He then tries to convince himself this is just the way the world is and there’s nothing he can do about it, which is exactly how a lot of trans people (myself included) try to convince ourselves we’re not the trans person we already know in our hearts that we are.

9:50 – He goes back to the mirror and admits he’s not a killer aka not the man society wants him to be. But if he doesn’t conform, he’s going to BE killed. But if he does go through with it, he feels he’ll also die aka it will kill the real him.

10:33 – Jackie: “Boy I wish I could trade you in.” Again, he’s wishing he were an entirely different person.

10:42 – Jackie: “No matches. Cigarettes and no matches, that’s me all over.” Regardless of your thoughts on smoking, it’s often done for pleasure (especially in the 60s). This is showing you Jackie doesn’t have what he needs for even brief, momentary pleasure.

Jackie: “That’s Jackie Rhodes, the halfway boy.”

THE
HALFWAY
BOY.

“That’s the story of my life.”

This one’s pretty self-explanatory!

10:54 – Smoke wafts at him from behind. Something back there, in his reflection aka deep inside his subconscious, has access to what he needs to find pleasure in his life.

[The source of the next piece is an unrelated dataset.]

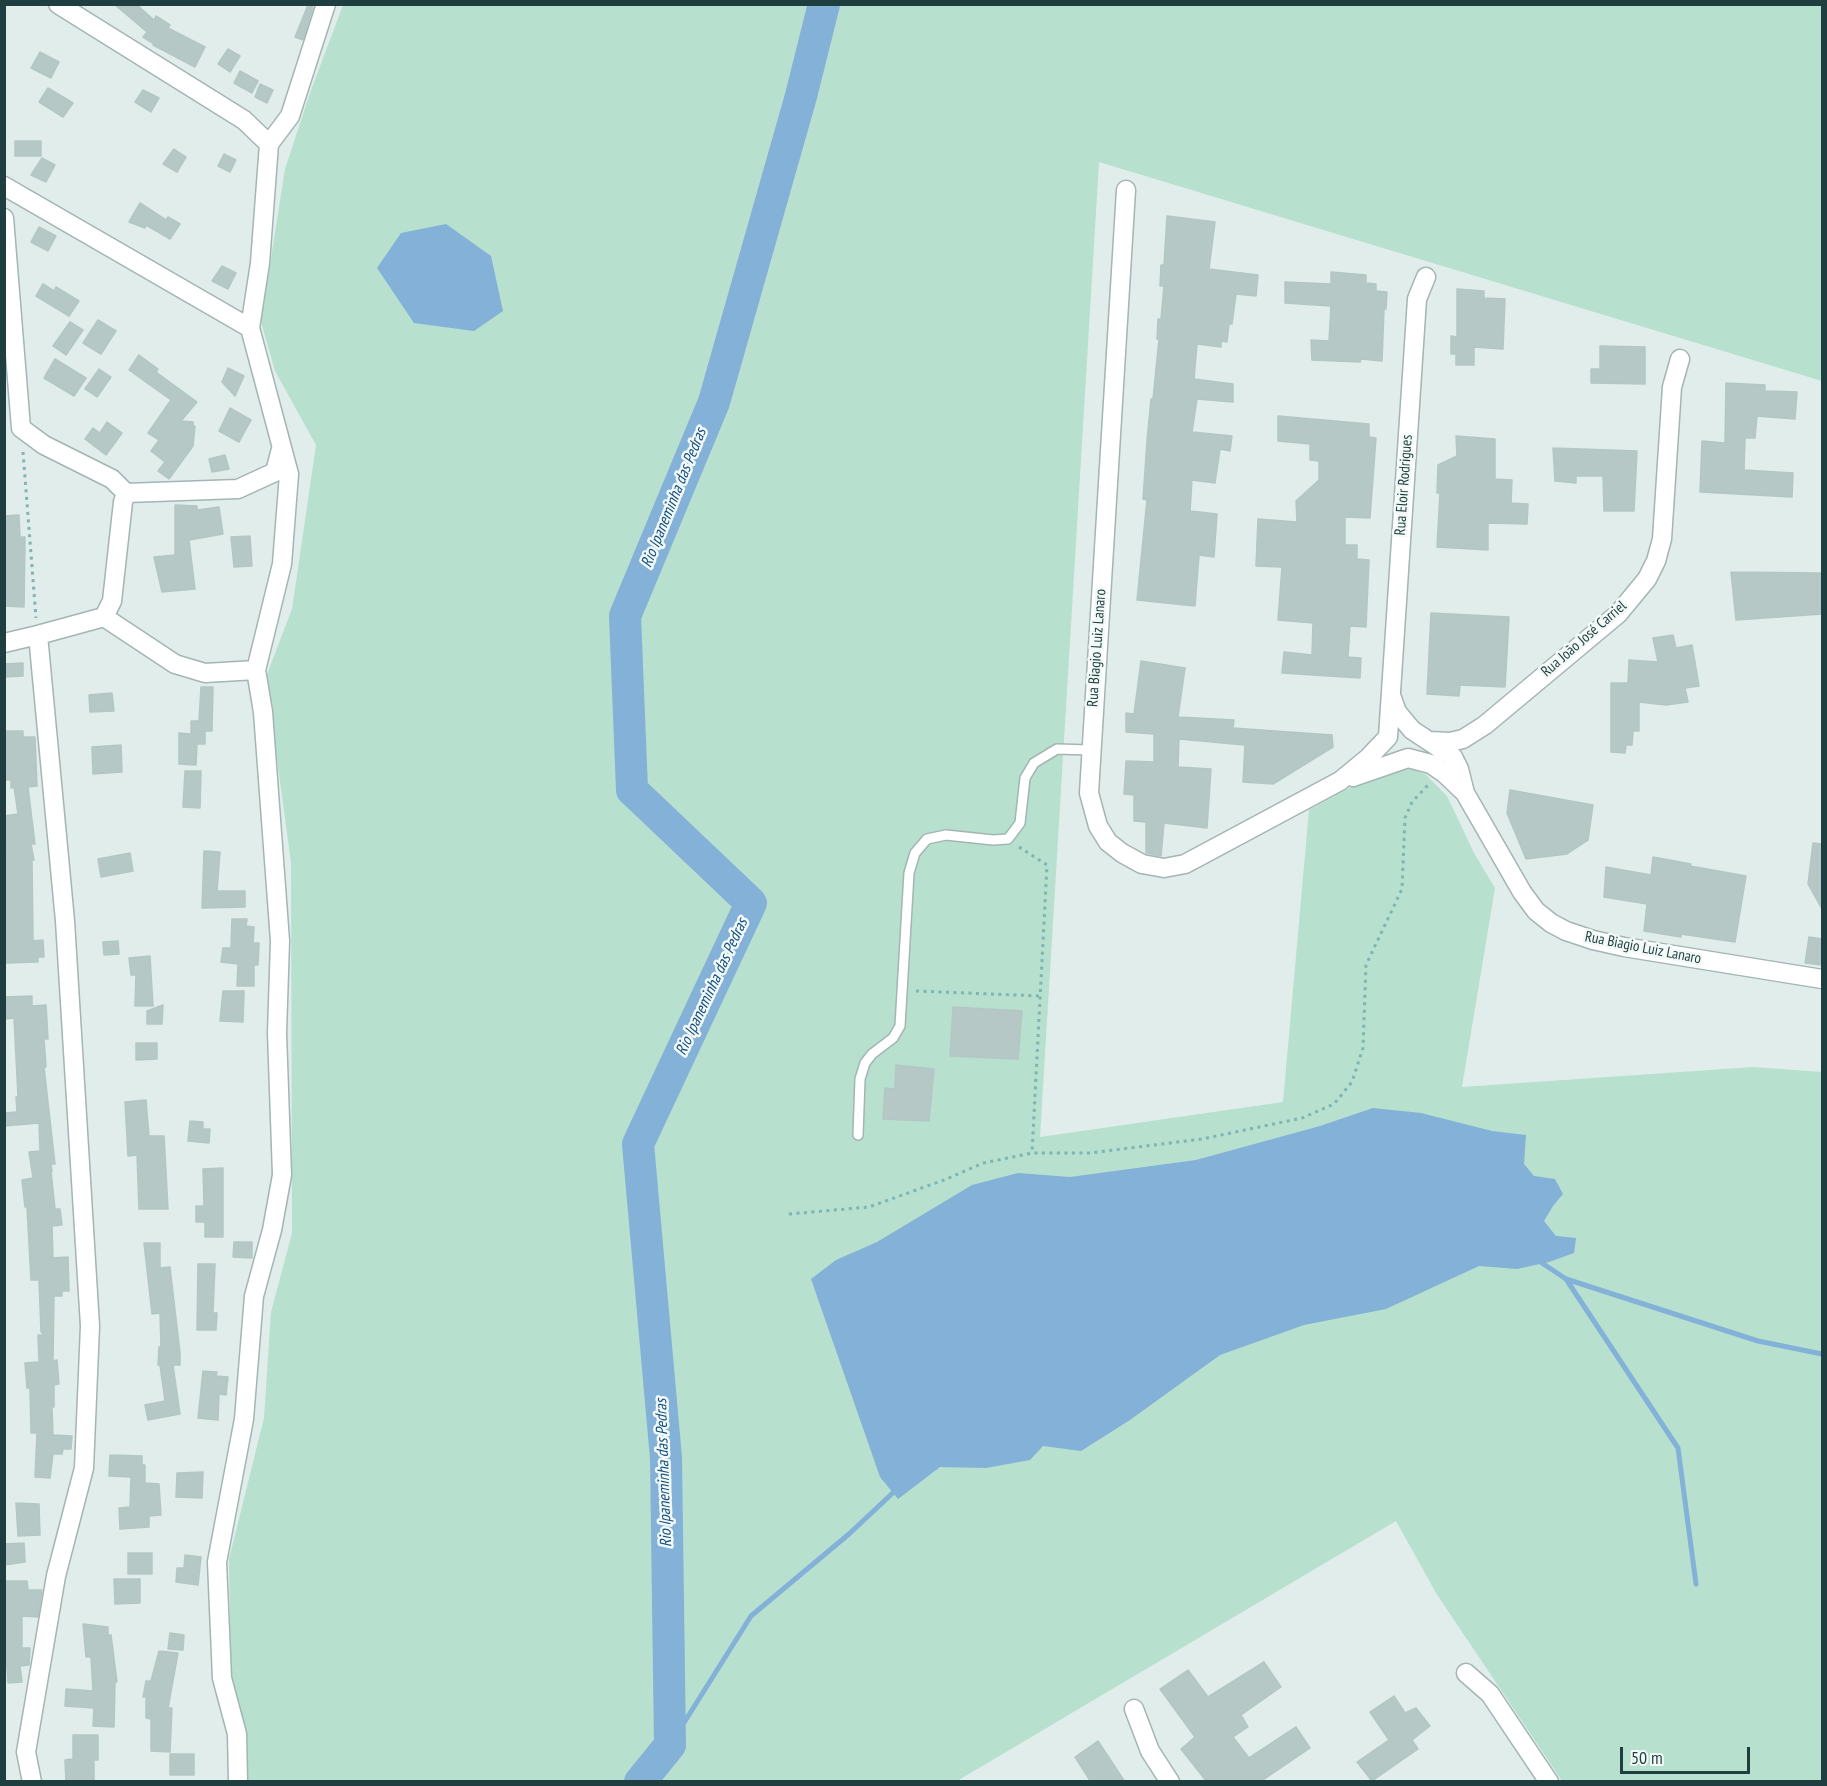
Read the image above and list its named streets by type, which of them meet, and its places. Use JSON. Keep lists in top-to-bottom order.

11:00 – He looks back to the mirror, and sees the him he wishes he could be. Confidence and strength, the real him (her). It terrifies him. He tries to run, but the reflection demands his attention.

As a reminder, if you haven’t read the trans tuesday on PHOTOS AND REFLECTIONS, and how difficult and complicated they can be for trans people, as we go our whole lives without seeing ourselves in them, check it out.

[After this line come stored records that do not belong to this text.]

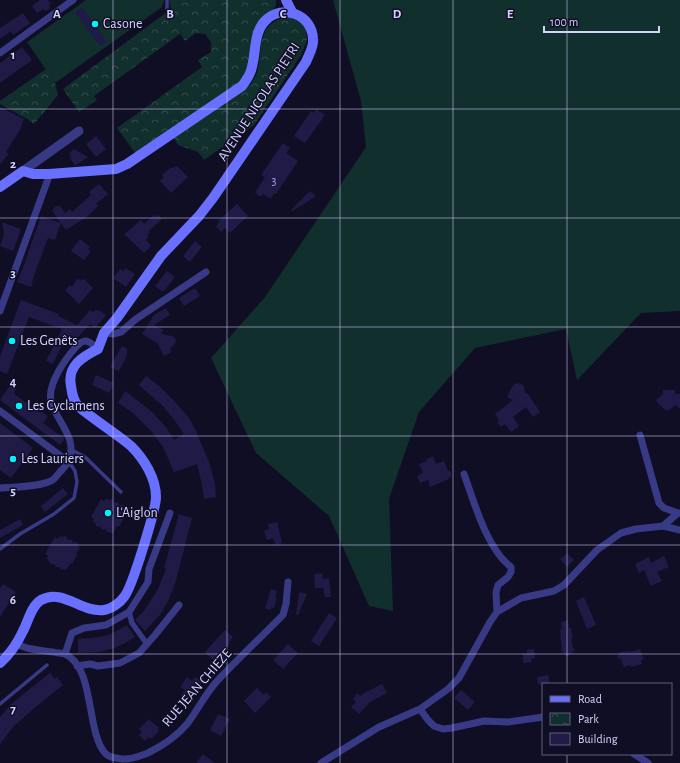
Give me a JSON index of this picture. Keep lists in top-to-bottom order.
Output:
{
  "streets": {
    "main road": ["AVENUE NICOLAS PIETRI"],
    "street": ["RUE JEAN CHIEZE"]
  },
  "places": [
    "Casone",
    "Les Genêts",
    "Les Cyclamens",
    "Les Lauriers",
    "L'Aiglon"
  ],
  "house_numbers": ["3"],
  "legend": ["Road", "Park", "Building"],
  "scale_bar": "100 m",
  "grid": {
    "columns": [
      "A",
      "B",
      "C",
      "D",
      "E"
    ],
    "rows": [
      "1",
      "2",
      "3",
      "4",
      "5",
      "6",
      "7"
    ]
  }
}
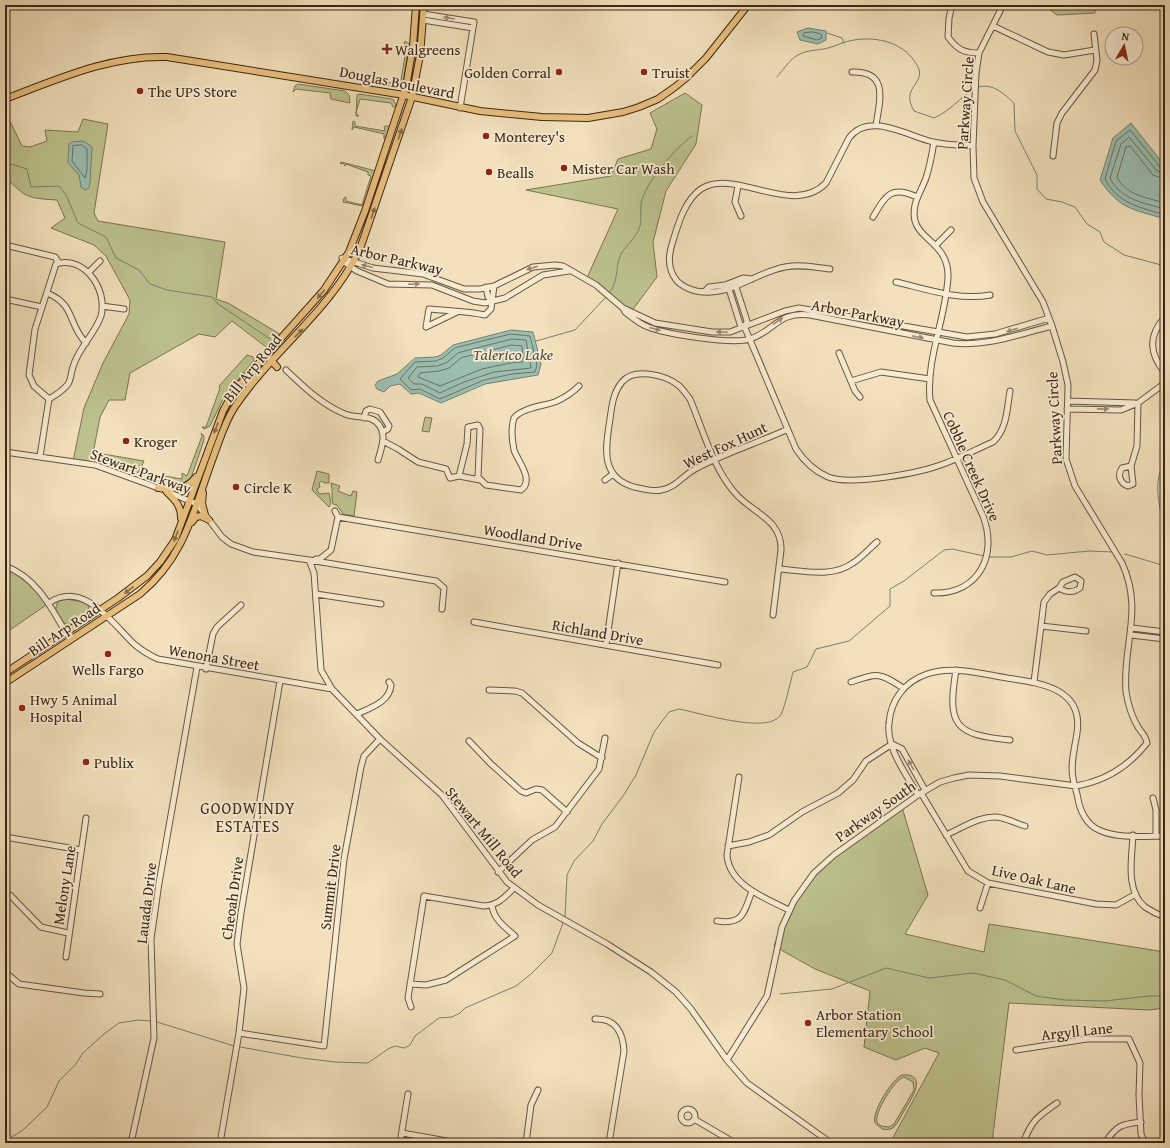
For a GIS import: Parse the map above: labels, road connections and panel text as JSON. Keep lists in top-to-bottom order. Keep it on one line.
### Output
{"streets":{"main road":["Douglas Boulevard","Bill Arp Road"],"street":["Parkway Circle","Arbor Parkway","West Fox Hunt","Cobble Creek Drive","Stewart Parkway","Woodland Drive","Richland Drive","Wenona Street","Parkway South","Stewart Mill Road","Live Oak Lane","Melony Lane","Summit Drive","Cheoah Drive","Lauada Drive","Argyll Lane"]},"crossings":[["Douglas Boulevard","Bill Arp Road"],["Parkway Circle","Arbor Parkway"],["Parkway Circle","Parkway South"],["Arbor Parkway","Bill Arp Road"],["Arbor Parkway","Cobble Creek Drive"],["Bill Arp Road","Stewart Parkway"],["Bill Arp Road","Wenona Street"],["Wenona Street","Stewart Mill Road"],["Wenona Street","Cheoah Drive"],["Wenona Street","Lauada Drive"],["Parkway South","Stewart Mill Road"],["Parkway South","Live Oak Lane"],["Stewart Mill Road","Summit Drive"],["Summit Drive","Cheoah Drive"]],"districts":["GOODWINDY ESTATES"],"water":["Talerico Lake"],"places":{"health":["Walgreens"],"other":["Golden Corral","Truist","The UPS Store","Monterey's","Mister Car Wash","Bealls","Kroger","Circle K","Wells Fargo","Hwy 5 Animal Hospital","Publix","Arbor Station Elementary School"]},"north":"top"}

11:30 – Jackie worries he’s lost all his marbles, but the Reflection tells him he hasn’t lost them yet, and the Reflection means to see that he KEEPS them. The reflection, the true Jackie, is trying to HELP.

11:53 – Reflection: “I’m part of you, Jackie. Another part of you. Don’t you even remember me? You used to know me, a long time ago, Jackie. A very long time ago you were up for grabs. You coulda gone one way or the other. You could have gone my way or your way. You went your way. You know what that means, Jackie?”

This is an excellent description of who someone reached a point where they almost accepted their transness, but our of fear continued pretending to be cis instead.

12:55 – Jackie refutes the reflection and runs away. But he doesn’t… leave? Instead he runs to the closet.

T H E   C L O S E T.

But his reflection is in there too. Even when you’re in the closet, the truth is in there with you. It’s always with us, as we see when Jackie sees it again in the bathroom and out in the hall.

14:13 – Jackie: “Now I get it. I’m talking to myself.” Reflection: “That’s just who you ARE talking to. Part of yourself. The part you never let come out.”  I  MEAN.

14:45 – Reflection tells Jackie if he goes through with the hit, it will kill them both. Both the poor excuse for a man he’s tried to be, AND the real him. Jackie knows this, and that’s why he’s been so nervous.

15:12 – Jackie says if you’re me and I made all the wrong choices, didn’t you make the wrong choices too? Reflection: “Every time I tried to talk to you, you listened to somebody else. That was your mistake.”

When we don’t listen to our subconscious, to our hearts, to what we know to be true, and suppress them and instead listen to society’s ideas of who we should be, that’s its own (very real) kind of death.

15:28 – Jackie: “I was a runt, a skinny little runt. If you want to join a street gang, you gotta go along with them. You back down, they give you business.” He had to try to conform to society just to survive, under threat of violence.

Reflection: “Yeah, you went along with them. And you made me go along, too.” Even though Reflection/true Jackie hasn’t been able to be out living her life, she’s been riding shotgun with all of Jackie’s decisions.

That speaks a lot to how complicated and weird THE PAST (and why it haunts us) is.

15:50 – They discuss all the things Jackie did that he never wanted to do, all because the gang/society told him that was what was required of him. And he didn’t have the confidence or ability to stand up and say that’s not who he is.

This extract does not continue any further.